Also, US prisoners are typically paid for work, Chinese are not.
Laogai prisoners rarely receive sentences. They’ll be kept as long as the State wants to keep them.
Nowhere at any point, here or in my earlier comment, did I remotely suggest that China is kidnapping people to fill the laogai, as you so disingenuously suggested.
However, the regime does profit enormously from countries like the US importing goods made by forced labour. They will make goods to order for the US market, even though it’s illegal (via UN convention) to import anything produced by forced labour/slavery. That’s the issue at hand here, and a simple enough refutation of your claim that nobody is forced to do factory work.
So I have to ask, do you believe the Chinese laogai system is morally right, and do you concede that there are indeed a substantial number of Chinese factory workers who are not there by choice?
TwoPiDeltaIJ says
No Light,
Bro, I think you might be the one having some comprehension problems. I am not at any point arguing that China is a great country by any metric (other than maybe size, ability to pay fines in random objects, and rare-earth element content which would be really odd ‘greatness’ claims). I was pointing out that the claim of ‘exploited private workers in chinese private factories’ is poorly thought out. If you are irritated by their totalitarian state and its abuse of ‘its’ people, we are on the same side of that issue (though to steal from the common atheist phrase, I just believe in the de-legitimacy of at least one more government than you do). Of course China has nebulous criminal law and an atrocious judicial system, it is a totalitarian state. You can not force economic growth on the scale they do, or promise domestic tranquillity like they do without proactively forcing people to behave the way the state wants them to. That is one of my points.
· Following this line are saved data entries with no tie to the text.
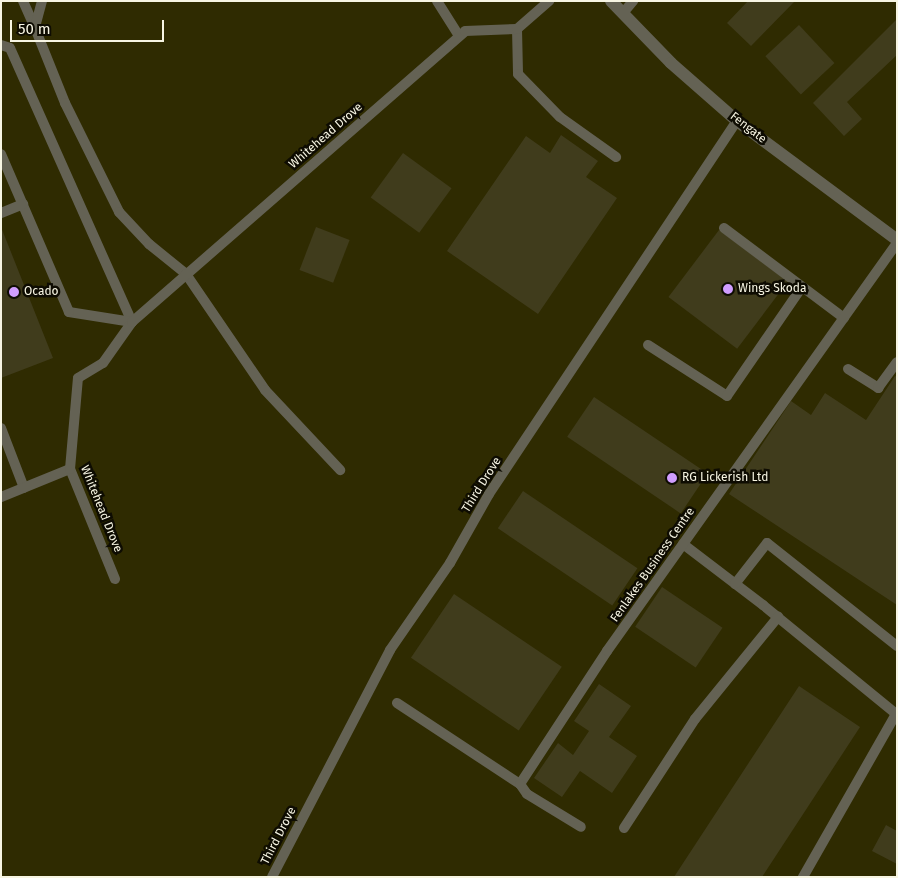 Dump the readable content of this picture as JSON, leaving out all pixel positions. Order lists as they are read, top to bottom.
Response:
{
  "streets": {
    "street": ["Fengate"],
    "lane": ["Whitehead Drove", "Third Drove", "Fenlakes Business Centre"]
  },
  "crossings": [
    ["Fengate", "Third Drove"],
    ["Fengate", "Fenlakes Business Centre"]
  ],
  "places": ["Wings Skoda", "Ocado", "RG Lickerish Ltd"],
  "scale_bar": "50 m"
}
What I did say was that the people choosing to be factory workers instead of farmers or work in some kind of service industry were doing it because they thought it was a better choice for them. The US is not forced to buy these things but the quality is just high enough and the price is just low enough that people in the US think it is a better deal for them. When both sides think they are getting a good deal I have no problem with the transaction and asked why anyone else should.
So, my argument was actually something like:
previous person — chinese factory labor for our consumer goods is exploitation
me — many chinese people want to work in places like foxcon, etc. and the jobs are to those people comparatively better than their other choices
me — So, why should we tell them not to do that?
you — But China is awful to its prisoners who make things in factories!
me — Many countries (including the US) have their prisoners make things, but that was not my point. I asked you if you were trying to undercut the economy argument by suggesting that the labor demand was so high that China was meeting it artificially through what passes for a judicial system there.
you — That was totally your point, you are bad at reading comprehension, and you asked me a question which I will give the least fair reading to and misinterpret.
me — No, that was not my point, I was talking about the economic argument of ‘exploited’ workers in developing countries not human rights issues.
Did you follow it when put that way? Great.
As a parting note:
When you (in general, not specific) make collective statements like ‘libertarians think X and it is bad because Y’ and then a libertarian walks up and says ‘you have that wrong, I am an example of you having that wrong because Z.’ You made what was taken as an insult to a group rather than to a person or idea, due largely to poor framing. If you want to insult me personally, fine go at it. If you want to insult the idea of classical liberalism fine, go ahead. When you start to say that everyone in those groups thinks something and one of us pops up to disagree with you, your previous statements are at that point automatically wrong, so you might as well take the correction with some grace. Now, when you do insult me personally, or the idea of classical liberalism which I hold, I will speak up about it. I will be civil and I will follow the rules of conduct for the place that I am in. You can ask no more of me than that in this regard.
No Light says
1) Not a dude.
2) I am not American (thank fuck) therefore there is no need for you to point out my
incorrect spelling of words like “criticising”.3) You’re talking up a fantasy. You’re an electric sheep in the dreams of a Randroid.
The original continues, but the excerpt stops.